Rivers State governor Nyesom Wike, a lawyer himself, had moved to prevent the “abduction” of a judge in Port Harcourt at unholy hours. Operatives of the Department of State Services, DSS, the secret police that carried out the raids, threatened to shoot him, the governor said.

This is one fight the Buhari administration must not leave halfway; otherwise, it would be like hitting a snake and not killing it. The number of corrupt judges far exceeds the number of incorruptible ones. Thus, judges indicted for corruption may receive sympathy from their colleagues, when their trials start. The DSS could have picked up just a few it had gathered evidence against.

It’s good the cleansing has begun. It should not end until all alleged looters of the public treasury have had their days in court also. Naming and shaming corrupt people is always a step in the right direction.

The DSS did just that on Saturday afternoon. Addressing a press conference at the DSS headquarters to explain why it carried out the raids, an official of the service, Mallam Abdullahi Garba, said it recovered the equivalent of almost N300million in various currencies from the residences of three judges alone: N93, 558, 000; $530,087; £25,970 and €5,680.

The raids were aimed at restoring “sanity and sanctity” to the judiciary in Nigeria, he stated, and not meant to rubbish it.  A planned raid on the residence of a judge in Rivers State was frustrated by Governor Wike who brought in thugs to prevent the service from carrying out its mission in connivance with an unnamed sister security agency, Garba said. The service, he said, had intelligence that the Port Harcourt judge had $2million cash at home.

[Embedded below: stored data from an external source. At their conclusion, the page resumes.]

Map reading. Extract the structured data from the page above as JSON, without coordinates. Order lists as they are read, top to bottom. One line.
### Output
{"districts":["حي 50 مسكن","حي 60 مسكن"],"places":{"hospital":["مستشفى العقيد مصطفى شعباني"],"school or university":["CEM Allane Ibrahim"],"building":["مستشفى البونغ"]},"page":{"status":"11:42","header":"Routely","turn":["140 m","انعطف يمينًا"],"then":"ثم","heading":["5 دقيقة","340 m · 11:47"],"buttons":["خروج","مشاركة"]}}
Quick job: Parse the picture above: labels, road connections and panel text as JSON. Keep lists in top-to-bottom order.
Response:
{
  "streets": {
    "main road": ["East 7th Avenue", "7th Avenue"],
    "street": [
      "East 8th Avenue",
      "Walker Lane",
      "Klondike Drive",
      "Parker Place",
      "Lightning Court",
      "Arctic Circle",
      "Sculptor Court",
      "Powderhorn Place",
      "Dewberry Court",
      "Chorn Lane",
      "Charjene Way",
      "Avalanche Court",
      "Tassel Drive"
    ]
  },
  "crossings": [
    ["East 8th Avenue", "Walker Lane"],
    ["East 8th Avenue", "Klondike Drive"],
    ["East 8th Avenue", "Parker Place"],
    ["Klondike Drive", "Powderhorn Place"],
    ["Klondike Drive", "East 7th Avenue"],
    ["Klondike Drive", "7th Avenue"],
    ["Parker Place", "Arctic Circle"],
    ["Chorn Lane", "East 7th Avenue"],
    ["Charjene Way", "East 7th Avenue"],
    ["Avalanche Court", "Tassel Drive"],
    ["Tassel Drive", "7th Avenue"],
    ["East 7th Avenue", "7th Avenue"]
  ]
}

The DSS explained that the operations were based on allegations of corruption and other ‎acts of professional misconduct by the suspected judges, and that the action of the service was in line with its core mandate. The affected judge’s “expensive and ‎luxurious” lifestyle was being monitored by the service, Garba said, adding that some of the arrested suspects had made useful statements while others were still in denial despite glaring evidences.

The sting operation of October 8 was just the beginning of efforts to cleanse the Nigerian judiciary. Likely, there will be further raids. Corrupt judges may now be deterred by the clampdown of October 8 and avoid desecrating the temple of justice.

The current CJN, Mahmud Mohammed, will retire from service in a few weeks. Mohammed, who succeeded Mrs Alooma Mukhtar barely two years ago, will be 70 on November 10.